[Record set — start]
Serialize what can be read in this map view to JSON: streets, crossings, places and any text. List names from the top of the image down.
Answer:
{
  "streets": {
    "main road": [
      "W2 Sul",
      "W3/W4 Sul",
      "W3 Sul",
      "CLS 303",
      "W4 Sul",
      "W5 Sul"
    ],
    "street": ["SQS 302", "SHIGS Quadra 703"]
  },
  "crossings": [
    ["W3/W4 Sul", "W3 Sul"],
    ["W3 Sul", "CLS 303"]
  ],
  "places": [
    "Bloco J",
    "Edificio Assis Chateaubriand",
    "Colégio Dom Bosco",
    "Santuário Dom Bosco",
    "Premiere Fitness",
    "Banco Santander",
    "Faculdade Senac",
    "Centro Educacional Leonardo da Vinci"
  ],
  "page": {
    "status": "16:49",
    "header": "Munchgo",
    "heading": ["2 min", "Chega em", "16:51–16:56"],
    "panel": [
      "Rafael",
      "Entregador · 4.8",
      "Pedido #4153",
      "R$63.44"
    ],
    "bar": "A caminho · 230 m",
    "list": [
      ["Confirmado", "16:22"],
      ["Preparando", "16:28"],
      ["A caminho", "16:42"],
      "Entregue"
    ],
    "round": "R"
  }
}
[Record set — finish]
Instructions to follow
Please copy all of the data above exactly.

Answer area
Serialize what can be read in this map view to JSON: streets, crossings, places and any text. List names from the top of the image down.
Answer:
{
  "streets": {
    "main road": [
      "W2 Sul",
      "W3/W4 Sul",
      "W3 Sul",
      "CLS 303",
      "W4 Sul",
      "W5 Sul"
    ],
    "street": ["SQS 302", "SHIGS Quadra 703"]
  },
  "crossings": [
    ["W3/W4 Sul", "W3 Sul"],
    ["W3 Sul", "CLS 303"]
  ],
  "places": [
    "Bloco J",
    "Edificio Assis Chateaubriand",
    "Colégio Dom Bosco",
    "Santuário Dom Bosco",
    "Premiere Fitness",
    "Banco Santander",
    "Faculdade Senac",
    "Centro Educacional Leonardo da Vinci"
  ],
  "page": {
    "status": "16:49",
    "header": "Munchgo",
    "heading": ["2 min", "Chega em", "16:51–16:56"],
    "panel": [
      "Rafael",
      "Entregador · 4.8",
      "Pedido #4153",
      "R$63.44"
    ],
    "bar": "A caminho · 230 m",
    "list": [
      ["Confirmado", "16:22"],
      ["Preparando", "16:28"],
      ["A caminho", "16:42"],
      "Entregue"
    ],
    "round": "R"
  }
}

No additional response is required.